Exercise
From the line below that contains "position:absolute; display:grid; place-items:center;" to the line that contains "display:flex; flex:1; min-height:0", repeat every line exactly, both ends included, and nothing else.

[Opening Data to examine section]

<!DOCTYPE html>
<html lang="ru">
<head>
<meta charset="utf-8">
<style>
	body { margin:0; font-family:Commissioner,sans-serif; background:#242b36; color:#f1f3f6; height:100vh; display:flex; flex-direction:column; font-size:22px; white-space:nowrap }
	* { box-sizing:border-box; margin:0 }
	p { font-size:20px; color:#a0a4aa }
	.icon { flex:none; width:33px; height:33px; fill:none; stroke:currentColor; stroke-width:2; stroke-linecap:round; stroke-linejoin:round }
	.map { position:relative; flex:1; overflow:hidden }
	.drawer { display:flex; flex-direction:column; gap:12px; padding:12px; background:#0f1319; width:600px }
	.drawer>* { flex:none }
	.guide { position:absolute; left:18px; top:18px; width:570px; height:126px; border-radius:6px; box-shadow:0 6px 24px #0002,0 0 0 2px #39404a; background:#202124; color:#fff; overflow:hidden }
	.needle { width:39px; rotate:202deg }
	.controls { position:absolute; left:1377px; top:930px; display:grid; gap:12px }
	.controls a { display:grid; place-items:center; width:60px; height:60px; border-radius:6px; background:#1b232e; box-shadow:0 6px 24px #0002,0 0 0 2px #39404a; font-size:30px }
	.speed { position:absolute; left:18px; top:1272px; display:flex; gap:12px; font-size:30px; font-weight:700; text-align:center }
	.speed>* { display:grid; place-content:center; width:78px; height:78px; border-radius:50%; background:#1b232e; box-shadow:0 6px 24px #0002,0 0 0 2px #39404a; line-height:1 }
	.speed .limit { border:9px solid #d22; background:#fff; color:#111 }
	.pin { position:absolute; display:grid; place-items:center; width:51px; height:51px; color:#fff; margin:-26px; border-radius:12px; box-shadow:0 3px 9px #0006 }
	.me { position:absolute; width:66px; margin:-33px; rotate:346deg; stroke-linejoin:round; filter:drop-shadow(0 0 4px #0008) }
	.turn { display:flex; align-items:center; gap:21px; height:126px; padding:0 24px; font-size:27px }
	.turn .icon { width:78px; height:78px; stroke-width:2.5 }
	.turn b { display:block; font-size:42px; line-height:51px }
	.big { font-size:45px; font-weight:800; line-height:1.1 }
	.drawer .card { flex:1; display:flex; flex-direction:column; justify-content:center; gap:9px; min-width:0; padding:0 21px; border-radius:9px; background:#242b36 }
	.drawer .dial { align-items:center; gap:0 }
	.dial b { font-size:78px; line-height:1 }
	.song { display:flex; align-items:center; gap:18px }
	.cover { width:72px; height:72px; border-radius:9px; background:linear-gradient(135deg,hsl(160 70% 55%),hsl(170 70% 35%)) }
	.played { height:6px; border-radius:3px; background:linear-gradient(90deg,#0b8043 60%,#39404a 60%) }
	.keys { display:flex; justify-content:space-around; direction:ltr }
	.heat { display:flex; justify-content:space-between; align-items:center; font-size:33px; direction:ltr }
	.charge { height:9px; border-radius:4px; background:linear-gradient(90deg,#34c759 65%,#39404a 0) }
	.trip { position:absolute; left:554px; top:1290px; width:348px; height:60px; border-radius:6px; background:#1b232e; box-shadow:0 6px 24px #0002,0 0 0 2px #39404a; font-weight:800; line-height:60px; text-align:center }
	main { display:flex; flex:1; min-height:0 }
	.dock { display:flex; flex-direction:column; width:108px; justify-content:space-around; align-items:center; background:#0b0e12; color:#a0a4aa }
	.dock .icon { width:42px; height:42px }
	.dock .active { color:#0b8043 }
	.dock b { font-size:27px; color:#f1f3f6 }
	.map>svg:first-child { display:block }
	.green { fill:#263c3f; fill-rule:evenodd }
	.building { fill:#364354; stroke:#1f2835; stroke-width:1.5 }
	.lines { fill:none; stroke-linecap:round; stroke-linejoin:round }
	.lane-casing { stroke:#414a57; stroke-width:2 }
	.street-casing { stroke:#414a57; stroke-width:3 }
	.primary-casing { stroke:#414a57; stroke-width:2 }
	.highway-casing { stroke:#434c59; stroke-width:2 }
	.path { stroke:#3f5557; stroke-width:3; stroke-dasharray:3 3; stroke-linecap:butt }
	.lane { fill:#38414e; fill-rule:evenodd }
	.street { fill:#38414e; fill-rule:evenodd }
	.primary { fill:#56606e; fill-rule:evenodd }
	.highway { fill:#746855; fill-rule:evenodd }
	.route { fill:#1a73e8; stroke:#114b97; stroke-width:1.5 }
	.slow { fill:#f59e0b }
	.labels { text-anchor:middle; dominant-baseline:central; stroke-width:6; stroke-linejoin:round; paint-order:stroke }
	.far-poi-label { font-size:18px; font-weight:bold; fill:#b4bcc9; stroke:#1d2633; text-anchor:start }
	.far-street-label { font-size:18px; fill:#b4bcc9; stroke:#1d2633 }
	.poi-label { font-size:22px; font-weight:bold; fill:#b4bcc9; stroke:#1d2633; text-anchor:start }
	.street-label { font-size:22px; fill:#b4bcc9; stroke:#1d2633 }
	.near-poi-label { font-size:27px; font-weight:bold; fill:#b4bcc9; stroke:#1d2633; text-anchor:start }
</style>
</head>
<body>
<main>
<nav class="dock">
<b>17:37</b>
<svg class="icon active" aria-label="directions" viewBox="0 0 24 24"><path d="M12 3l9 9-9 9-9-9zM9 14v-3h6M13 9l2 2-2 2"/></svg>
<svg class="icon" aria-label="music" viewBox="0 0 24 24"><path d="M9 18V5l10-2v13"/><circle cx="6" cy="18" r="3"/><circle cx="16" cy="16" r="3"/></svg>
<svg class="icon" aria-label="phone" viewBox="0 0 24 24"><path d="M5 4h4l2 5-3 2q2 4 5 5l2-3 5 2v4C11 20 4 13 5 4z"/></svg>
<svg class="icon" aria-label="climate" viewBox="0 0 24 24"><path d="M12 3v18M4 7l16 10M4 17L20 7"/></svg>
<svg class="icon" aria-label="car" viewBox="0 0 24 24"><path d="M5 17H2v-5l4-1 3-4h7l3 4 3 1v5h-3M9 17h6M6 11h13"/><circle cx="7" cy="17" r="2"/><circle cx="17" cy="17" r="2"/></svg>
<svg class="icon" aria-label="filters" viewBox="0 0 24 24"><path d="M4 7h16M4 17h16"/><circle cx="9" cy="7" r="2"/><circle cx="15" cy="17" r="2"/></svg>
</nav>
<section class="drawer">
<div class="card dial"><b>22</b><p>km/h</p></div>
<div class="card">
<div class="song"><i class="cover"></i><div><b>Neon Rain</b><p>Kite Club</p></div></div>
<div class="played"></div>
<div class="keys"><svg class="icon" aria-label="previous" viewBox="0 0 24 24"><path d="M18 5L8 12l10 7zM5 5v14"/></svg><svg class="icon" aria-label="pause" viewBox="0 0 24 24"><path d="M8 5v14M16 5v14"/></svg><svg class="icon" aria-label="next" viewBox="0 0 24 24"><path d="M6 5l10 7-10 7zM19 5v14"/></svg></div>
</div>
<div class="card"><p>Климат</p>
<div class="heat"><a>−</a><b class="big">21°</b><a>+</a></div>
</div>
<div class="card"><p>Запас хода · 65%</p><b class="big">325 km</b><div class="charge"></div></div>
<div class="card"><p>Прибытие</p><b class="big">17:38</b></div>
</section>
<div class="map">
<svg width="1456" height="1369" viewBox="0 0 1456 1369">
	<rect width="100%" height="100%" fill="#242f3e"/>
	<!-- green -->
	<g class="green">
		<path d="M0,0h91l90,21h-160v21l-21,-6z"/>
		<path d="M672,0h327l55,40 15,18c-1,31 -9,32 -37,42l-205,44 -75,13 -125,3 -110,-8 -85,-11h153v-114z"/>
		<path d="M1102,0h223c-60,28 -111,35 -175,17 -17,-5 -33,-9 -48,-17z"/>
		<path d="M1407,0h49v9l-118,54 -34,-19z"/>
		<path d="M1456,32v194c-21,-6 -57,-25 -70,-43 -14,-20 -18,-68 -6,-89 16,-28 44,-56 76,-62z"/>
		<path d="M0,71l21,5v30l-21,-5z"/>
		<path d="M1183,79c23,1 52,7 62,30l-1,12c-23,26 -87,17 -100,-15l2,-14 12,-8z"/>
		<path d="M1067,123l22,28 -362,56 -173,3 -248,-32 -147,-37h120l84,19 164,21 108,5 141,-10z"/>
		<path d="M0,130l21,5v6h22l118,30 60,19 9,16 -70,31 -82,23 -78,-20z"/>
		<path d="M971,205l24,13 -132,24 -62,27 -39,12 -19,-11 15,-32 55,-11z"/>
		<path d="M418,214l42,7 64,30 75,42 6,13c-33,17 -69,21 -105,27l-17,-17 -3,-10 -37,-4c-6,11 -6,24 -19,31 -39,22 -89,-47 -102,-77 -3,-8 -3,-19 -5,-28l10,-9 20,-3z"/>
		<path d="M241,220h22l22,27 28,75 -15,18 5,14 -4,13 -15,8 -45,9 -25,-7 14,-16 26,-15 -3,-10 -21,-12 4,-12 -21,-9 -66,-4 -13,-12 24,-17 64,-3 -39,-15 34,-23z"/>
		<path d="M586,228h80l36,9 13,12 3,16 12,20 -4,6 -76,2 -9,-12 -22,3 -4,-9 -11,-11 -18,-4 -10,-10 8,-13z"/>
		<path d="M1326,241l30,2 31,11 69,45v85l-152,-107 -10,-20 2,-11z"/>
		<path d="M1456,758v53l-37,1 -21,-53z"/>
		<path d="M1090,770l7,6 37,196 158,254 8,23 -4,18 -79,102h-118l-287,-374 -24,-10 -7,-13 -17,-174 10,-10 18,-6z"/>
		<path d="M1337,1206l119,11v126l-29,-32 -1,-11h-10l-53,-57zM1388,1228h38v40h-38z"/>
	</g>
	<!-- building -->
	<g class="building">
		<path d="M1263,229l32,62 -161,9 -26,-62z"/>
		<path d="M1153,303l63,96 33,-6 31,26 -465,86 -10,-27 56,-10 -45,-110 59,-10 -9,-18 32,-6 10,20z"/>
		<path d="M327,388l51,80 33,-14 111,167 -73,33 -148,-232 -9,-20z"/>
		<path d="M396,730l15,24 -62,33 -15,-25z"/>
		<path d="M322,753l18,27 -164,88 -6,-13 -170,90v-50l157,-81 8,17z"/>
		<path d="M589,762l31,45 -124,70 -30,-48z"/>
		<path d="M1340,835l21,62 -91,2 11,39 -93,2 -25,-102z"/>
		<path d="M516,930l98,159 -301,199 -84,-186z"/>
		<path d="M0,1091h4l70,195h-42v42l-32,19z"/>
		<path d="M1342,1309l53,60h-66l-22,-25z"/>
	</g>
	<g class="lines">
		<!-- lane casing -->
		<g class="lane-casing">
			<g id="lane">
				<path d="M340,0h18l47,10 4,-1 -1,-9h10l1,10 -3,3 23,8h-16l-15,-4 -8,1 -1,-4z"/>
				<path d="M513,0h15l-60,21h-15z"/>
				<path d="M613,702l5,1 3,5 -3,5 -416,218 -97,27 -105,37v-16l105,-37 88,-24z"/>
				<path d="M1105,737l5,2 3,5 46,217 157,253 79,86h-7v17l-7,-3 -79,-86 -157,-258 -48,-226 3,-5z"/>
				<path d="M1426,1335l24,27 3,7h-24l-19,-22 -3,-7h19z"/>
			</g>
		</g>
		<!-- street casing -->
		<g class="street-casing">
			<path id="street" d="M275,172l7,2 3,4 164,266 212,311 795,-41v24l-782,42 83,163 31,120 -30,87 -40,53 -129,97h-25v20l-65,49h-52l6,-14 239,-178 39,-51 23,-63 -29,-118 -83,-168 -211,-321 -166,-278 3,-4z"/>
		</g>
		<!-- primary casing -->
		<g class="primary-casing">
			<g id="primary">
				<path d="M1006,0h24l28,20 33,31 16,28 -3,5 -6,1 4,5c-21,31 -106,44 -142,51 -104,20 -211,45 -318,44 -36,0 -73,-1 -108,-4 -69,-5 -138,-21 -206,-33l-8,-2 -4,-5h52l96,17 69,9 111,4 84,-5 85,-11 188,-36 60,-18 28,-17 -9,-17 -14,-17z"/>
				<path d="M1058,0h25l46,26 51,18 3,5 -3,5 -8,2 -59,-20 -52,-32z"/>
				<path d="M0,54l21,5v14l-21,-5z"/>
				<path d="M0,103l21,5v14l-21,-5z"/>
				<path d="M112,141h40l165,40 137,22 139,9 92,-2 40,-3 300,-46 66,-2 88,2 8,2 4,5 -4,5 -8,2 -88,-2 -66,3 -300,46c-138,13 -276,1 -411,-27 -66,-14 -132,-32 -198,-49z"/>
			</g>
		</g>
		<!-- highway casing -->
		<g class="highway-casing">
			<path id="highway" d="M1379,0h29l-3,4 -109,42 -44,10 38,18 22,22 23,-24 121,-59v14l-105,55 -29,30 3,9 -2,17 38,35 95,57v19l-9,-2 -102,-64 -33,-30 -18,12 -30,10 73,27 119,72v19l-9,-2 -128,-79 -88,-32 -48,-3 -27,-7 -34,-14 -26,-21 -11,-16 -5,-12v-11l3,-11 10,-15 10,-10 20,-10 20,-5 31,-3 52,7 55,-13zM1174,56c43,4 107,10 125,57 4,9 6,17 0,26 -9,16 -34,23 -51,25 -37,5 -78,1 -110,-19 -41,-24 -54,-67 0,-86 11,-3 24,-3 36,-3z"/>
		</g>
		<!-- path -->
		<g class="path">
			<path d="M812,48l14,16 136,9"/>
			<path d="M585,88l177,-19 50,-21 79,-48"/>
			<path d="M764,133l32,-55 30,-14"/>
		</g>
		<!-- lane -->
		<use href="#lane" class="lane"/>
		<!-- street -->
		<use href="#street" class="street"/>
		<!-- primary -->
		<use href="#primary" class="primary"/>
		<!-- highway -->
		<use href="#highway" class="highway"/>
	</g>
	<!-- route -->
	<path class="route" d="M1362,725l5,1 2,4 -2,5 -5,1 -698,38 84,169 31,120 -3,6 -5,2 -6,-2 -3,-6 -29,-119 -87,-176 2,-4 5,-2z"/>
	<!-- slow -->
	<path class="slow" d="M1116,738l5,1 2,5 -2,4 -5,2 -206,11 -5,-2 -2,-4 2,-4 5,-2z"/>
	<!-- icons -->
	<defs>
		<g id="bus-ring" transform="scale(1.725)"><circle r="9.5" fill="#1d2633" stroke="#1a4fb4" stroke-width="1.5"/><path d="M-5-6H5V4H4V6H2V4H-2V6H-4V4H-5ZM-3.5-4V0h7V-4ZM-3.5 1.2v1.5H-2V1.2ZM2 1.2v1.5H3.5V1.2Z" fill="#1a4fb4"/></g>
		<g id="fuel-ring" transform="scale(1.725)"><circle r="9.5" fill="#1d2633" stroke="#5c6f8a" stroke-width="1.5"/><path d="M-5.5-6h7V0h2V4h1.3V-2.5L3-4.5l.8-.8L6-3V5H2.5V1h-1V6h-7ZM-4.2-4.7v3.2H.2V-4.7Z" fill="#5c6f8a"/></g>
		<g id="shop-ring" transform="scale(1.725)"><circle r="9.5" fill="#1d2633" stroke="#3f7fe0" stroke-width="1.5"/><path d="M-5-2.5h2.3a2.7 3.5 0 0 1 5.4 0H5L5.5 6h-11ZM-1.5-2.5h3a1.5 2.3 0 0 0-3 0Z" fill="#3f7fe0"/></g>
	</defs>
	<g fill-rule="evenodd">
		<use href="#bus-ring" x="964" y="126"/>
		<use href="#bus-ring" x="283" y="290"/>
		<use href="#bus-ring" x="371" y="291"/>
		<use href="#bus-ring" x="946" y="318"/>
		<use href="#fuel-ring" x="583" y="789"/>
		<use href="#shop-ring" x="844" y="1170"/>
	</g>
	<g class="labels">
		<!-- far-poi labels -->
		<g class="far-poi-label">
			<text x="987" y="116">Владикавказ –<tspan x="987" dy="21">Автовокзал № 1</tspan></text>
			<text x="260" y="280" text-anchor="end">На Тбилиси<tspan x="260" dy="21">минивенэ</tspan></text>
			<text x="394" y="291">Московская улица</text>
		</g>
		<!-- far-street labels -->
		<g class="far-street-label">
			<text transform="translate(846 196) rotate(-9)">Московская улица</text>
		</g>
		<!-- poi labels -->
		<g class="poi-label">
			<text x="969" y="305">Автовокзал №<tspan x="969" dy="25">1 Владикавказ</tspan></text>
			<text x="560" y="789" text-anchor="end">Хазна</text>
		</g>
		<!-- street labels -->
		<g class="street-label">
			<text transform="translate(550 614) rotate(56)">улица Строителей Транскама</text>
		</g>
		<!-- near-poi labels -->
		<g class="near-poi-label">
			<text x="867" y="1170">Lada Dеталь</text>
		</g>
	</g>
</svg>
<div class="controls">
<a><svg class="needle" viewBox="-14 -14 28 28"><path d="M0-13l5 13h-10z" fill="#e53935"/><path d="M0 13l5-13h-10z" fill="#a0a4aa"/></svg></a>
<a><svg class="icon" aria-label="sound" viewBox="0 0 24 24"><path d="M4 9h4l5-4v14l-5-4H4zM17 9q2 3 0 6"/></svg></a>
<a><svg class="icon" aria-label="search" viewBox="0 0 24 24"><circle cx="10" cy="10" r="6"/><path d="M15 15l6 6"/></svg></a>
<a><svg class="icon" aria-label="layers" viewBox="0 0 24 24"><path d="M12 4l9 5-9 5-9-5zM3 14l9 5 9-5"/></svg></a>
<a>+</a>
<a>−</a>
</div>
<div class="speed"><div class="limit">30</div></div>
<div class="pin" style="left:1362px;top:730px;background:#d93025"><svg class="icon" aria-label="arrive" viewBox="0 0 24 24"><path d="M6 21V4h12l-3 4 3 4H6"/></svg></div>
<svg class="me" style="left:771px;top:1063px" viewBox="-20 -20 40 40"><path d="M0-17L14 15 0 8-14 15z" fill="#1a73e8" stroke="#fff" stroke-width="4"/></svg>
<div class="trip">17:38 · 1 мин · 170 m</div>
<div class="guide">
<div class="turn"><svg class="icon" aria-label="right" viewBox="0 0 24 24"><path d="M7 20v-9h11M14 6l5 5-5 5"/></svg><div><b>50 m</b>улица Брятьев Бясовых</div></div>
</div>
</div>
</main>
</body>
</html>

[Closing Data to examine section]

Output for this task
	.pin { position:absolute; display:grid; place-items:center; width:51px; height:51px; color:#fff; margin:-26px; border-radius:12px; box-shadow:0 3px 9px #0006 }
	.me { position:absolute; width:66px; margin:-33px; rotate:346deg; stroke-linejoin:round; filter:drop-shadow(0 0 4px #0008) }
	.turn { display:flex; align-items:center; gap:21px; height:126px; padding:0 24px; font-size:27px }
	.turn .icon { width:78px; height:78px; stroke-width:2.5 }
	.turn b { display:block; font-size:42px; line-height:51px }
	.big { font-size:45px; font-weight:800; line-height:1.1 }
	.drawer .card { flex:1; display:flex; flex-direction:column; justify-content:center; gap:9px; min-width:0; padding:0 21px; border-radius:9px; background:#242b36 }
	.drawer .dial { align-items:center; gap:0 }
	.dial b { font-size:78px; line-height:1 }
	.song { display:flex; align-items:center; gap:18px }
	.cover { width:72px; height:72px; border-radius:9px; background:linear-gradient(135deg,hsl(160 70% 55%),hsl(170 70% 35%)) }
	.played { height:6px; border-radius:3px; background:linear-gradient(90deg,#0b8043 60%,#39404a 60%) }
	.keys { display:flex; justify-content:space-around; direction:ltr }
	.heat { display:flex; justify-content:space-between; align-items:center; font-size:33px; direction:ltr }
	.charge { height:9px; border-radius:4px; background:linear-gradient(90deg,#34c759 65%,#39404a 0) }
	.trip { position:absolute; left:554px; top:1290px; width:348px; height:60px; border-radius:6px; background:#1b232e; box-shadow:0 6px 24px #0002,0 0 0 2px #39404a; font-weight:800; line-height:60px; text-align:center }
	main { display:flex; flex:1; min-height:0 }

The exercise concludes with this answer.